Armin Medosch   01.07.1999

Programmänderung: Die Vorhut der Netzkunst hat das Terrain bereits wieder verlassen

In den letzten Wochen und Monaten tröpfelten die Nachrichten, verbreitet via Email auf einschlägigen Mailinglists, auf den Bildschirm. In einem erstaunlichen Prozess der raschen Neupositionierung scheinen sich einige Schlüsselpersonen der Netzkunst, oder präziser net.art, vom eben erkämpften Terrain bereits wieder verabschiedet zu haben.

 Vuk Cosic [http://www.heise.de/tp/deutsch/special/ku/6157/1.html], einer der wortgewaltigsten Verfechter von net.art, macht jetzt in ASCII.  Alexej Shulgin [http://www.heise.de/tp/deutsch/special/ku/6167/1.html], der stille Russe mit den tiefen Denkfalten, ist plötzlich zum Musiker geworden.
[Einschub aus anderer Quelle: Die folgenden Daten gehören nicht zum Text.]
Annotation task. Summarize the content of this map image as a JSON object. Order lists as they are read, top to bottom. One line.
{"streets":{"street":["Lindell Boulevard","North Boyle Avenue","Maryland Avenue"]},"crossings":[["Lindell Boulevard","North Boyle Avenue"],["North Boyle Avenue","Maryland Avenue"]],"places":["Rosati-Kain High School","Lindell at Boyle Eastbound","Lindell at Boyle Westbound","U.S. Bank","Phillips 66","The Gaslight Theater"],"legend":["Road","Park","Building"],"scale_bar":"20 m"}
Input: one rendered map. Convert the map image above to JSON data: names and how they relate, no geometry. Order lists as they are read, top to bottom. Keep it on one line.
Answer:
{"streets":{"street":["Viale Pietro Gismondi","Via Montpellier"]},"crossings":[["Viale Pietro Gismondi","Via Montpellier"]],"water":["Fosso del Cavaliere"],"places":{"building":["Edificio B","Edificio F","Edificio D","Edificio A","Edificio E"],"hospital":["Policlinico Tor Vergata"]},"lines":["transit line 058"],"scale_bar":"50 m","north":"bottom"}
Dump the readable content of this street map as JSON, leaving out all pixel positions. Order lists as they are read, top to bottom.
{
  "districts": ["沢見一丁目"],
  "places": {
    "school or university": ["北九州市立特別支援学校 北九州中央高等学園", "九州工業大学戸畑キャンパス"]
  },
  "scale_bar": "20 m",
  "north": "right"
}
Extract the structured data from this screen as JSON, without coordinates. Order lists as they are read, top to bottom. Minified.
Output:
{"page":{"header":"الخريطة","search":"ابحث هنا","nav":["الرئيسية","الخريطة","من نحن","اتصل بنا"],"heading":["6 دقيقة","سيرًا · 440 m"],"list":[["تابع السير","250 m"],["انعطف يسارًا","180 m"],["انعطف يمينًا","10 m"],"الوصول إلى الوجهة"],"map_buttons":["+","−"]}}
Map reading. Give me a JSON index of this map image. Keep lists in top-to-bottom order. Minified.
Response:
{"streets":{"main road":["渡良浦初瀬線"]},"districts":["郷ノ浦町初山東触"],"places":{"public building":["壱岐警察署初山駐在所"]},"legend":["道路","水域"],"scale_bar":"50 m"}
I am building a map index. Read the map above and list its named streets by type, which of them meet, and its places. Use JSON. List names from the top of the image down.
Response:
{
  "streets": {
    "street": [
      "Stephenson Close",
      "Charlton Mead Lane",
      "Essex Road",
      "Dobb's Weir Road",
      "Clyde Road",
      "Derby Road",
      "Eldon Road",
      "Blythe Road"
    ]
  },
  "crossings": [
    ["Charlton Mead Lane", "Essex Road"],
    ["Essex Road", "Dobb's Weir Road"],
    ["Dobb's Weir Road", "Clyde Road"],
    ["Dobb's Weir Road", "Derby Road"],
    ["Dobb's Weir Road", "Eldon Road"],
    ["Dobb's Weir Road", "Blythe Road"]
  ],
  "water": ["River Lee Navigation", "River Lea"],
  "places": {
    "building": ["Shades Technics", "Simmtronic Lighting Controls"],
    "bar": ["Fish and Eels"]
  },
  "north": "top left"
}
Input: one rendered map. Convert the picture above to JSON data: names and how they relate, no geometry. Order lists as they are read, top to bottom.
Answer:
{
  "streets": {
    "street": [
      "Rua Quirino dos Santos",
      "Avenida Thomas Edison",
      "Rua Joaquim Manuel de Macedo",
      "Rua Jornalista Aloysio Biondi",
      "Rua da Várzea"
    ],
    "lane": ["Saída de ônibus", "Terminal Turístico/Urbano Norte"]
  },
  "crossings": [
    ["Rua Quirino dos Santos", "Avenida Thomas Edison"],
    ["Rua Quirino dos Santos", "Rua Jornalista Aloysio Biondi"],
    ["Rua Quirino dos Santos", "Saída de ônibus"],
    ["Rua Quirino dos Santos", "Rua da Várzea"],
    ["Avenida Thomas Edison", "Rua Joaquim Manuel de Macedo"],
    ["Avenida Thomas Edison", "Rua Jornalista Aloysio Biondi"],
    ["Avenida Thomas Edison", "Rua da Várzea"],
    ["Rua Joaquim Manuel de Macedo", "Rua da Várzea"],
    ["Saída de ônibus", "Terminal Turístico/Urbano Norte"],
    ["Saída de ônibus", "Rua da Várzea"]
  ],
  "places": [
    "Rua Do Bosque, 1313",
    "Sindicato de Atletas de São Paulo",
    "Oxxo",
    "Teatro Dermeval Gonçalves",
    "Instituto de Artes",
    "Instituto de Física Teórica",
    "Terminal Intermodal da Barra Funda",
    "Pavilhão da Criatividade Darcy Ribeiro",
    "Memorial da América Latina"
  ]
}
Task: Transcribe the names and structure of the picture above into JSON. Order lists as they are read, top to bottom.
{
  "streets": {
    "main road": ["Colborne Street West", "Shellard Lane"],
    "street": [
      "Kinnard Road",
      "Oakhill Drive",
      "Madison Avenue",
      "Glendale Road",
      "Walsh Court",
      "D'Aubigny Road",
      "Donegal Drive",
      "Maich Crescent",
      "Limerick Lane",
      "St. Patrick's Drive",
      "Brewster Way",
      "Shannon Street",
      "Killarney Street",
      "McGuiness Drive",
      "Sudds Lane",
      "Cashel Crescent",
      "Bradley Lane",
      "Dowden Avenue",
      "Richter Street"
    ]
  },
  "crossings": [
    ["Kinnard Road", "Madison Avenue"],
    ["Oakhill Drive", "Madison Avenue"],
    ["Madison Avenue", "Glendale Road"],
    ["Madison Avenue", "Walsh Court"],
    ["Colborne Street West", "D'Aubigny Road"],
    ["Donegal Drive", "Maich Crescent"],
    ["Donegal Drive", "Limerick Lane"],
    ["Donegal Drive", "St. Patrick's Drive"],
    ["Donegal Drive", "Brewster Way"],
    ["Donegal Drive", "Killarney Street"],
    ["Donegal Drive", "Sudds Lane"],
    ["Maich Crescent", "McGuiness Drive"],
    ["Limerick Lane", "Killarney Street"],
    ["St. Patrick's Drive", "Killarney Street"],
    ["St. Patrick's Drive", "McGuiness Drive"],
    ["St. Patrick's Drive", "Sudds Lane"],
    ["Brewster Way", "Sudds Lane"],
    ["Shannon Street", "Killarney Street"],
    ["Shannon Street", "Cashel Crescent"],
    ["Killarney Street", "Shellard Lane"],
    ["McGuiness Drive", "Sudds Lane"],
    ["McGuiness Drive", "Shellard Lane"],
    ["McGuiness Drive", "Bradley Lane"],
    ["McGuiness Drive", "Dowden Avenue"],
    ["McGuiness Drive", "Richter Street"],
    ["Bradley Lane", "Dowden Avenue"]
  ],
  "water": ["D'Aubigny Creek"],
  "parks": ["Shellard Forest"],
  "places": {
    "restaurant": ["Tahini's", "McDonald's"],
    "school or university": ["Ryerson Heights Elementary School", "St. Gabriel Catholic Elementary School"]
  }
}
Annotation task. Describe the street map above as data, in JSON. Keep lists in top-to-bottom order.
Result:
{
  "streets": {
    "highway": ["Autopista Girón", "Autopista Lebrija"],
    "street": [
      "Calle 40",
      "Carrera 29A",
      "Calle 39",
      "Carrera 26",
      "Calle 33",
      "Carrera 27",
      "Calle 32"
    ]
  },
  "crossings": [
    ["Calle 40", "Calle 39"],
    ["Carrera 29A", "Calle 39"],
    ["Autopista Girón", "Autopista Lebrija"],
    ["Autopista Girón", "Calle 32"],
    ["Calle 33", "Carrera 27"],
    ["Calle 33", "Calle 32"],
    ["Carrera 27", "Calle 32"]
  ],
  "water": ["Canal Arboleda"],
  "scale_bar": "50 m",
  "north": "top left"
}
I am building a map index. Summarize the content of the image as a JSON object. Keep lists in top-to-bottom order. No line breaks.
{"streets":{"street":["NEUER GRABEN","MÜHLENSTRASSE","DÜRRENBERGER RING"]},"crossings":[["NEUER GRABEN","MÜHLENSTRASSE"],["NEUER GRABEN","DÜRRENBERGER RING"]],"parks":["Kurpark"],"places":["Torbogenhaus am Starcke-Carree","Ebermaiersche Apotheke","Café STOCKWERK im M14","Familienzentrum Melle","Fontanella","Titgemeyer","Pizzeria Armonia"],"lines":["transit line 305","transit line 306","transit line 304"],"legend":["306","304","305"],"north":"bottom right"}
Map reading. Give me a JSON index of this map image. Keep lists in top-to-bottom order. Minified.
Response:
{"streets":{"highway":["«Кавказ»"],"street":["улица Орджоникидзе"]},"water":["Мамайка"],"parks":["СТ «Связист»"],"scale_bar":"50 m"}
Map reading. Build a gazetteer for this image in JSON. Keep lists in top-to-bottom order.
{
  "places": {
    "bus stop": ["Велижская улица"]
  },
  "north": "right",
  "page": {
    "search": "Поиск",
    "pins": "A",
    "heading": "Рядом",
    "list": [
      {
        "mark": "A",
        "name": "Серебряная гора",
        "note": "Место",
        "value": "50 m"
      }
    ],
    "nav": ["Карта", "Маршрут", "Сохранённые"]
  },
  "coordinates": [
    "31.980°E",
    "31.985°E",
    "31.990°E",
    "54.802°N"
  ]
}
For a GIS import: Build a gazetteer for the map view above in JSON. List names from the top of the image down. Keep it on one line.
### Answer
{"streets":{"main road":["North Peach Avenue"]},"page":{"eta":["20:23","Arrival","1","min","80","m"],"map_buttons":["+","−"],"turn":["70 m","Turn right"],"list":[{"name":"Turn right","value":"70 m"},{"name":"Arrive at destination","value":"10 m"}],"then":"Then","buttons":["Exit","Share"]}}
Berufsstörenfried  Heath Bunting [http://www.heise.de/tp/deutsch/special/ku/6175/1.html] und Kollegin  Rachel Baker [http://www.heise.de/tp/deutsch/special/ku/6167/1.html] erklären das Internet für uninteressant und kämpfen fürderhin auf dem Gebiet der Biotechnologie gegen Großkonzerne und für die gerechte Sache. Was ist geschehen, ist der kurze Sommer der net.art vorüber, diese etwa sogar, man wagt es kaum auszusprechen, einen frühen Tod gestorben?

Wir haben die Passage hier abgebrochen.